Work instruction:
Could you transcribe each record below exactly as written, setting the pictures aside?

***** Records for this exercise

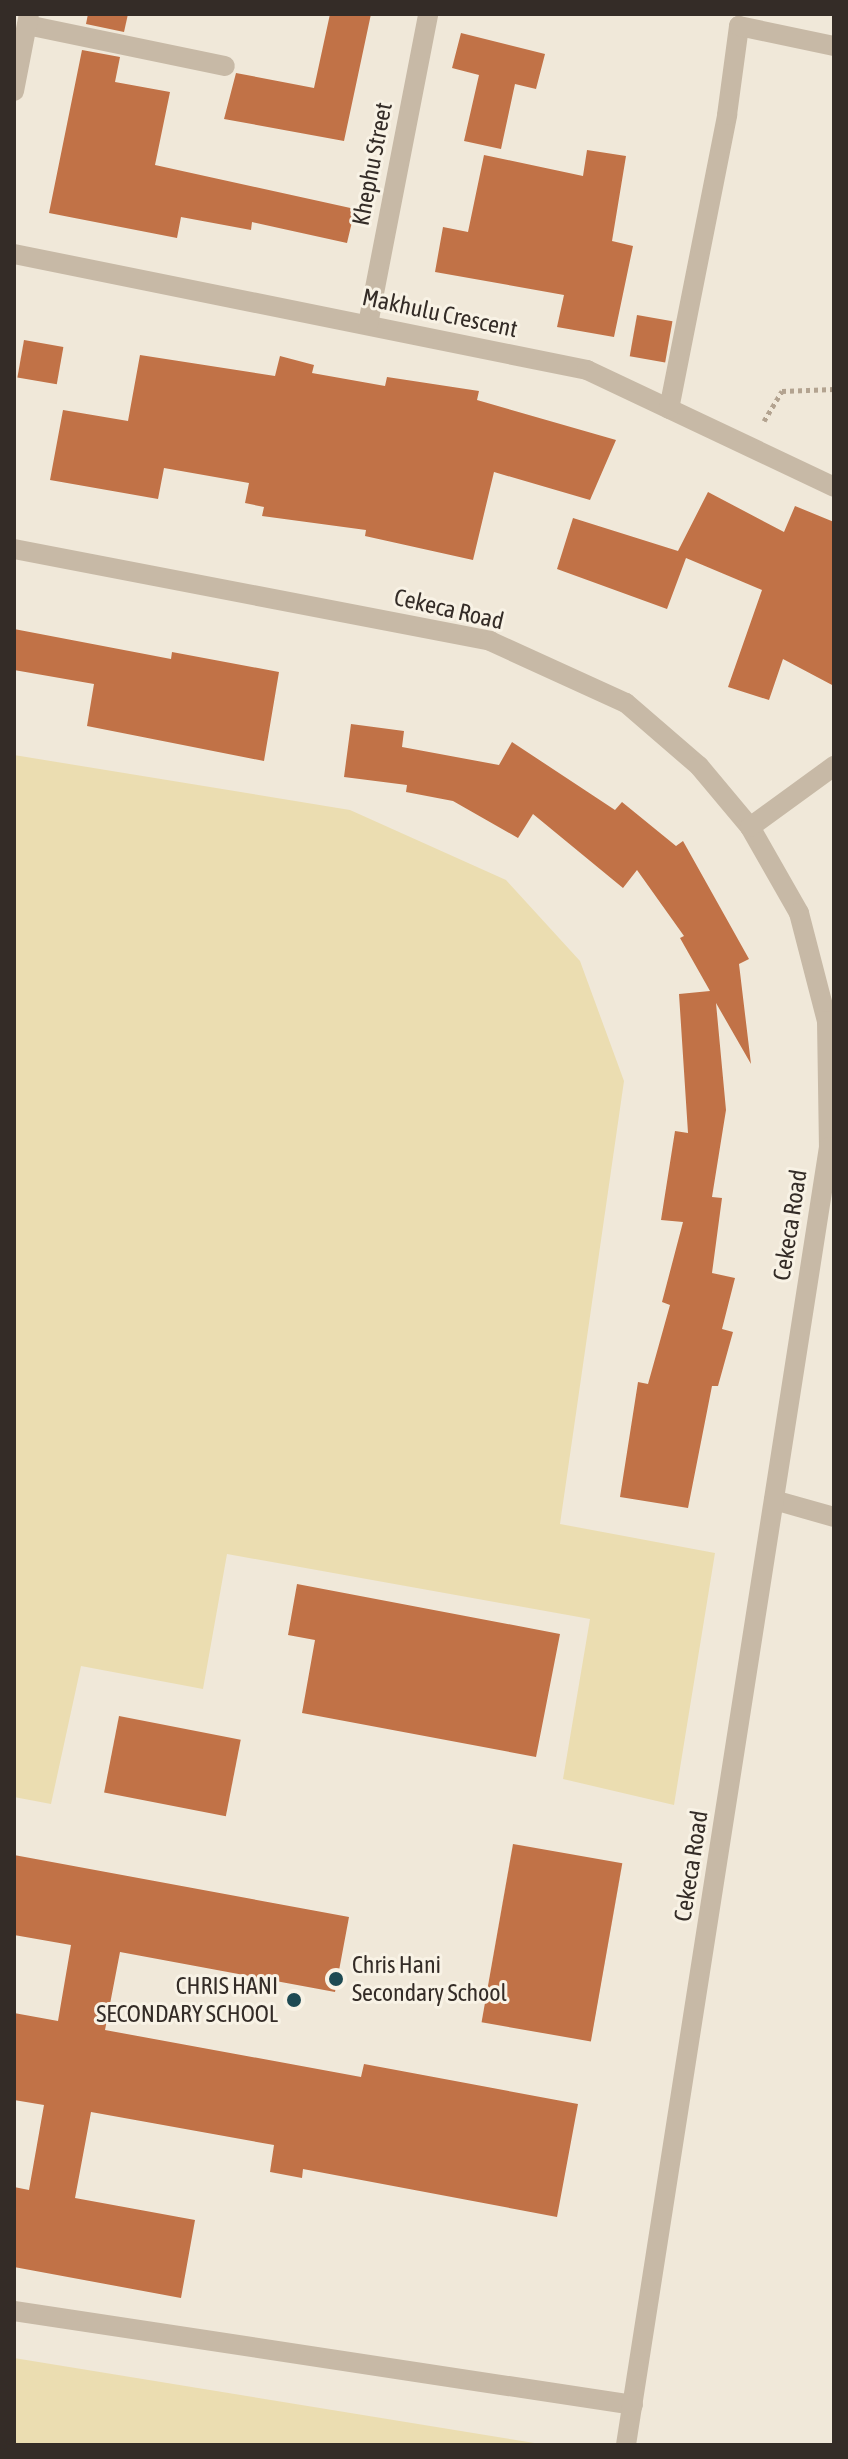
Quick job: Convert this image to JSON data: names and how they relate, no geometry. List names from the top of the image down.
{
  "streets": {
    "street": ["Khephu Street", "Makhulu Crescent", "Cekeca Road"]
  },
  "crossings": [
    ["Khephu Street", "Makhulu Crescent"]
  ],
  "places": ["Chris Hani Secondary School", "CHRIS HANI SECONDARY SCHOOL"]
}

**********

Written solution:
Quick job: Convert this image to JSON data: names and how they relate, no geometry. List names from the top of the image down.
{
  "streets": {
    "street": ["Khephu Street", "Makhulu Crescent", "Cekeca Road"]
  },
  "crossings": [
    ["Khephu Street", "Makhulu Crescent"]
  ],
  "places": ["Chris Hani Secondary School", "CHRIS HANI SECONDARY SCHOOL"]
}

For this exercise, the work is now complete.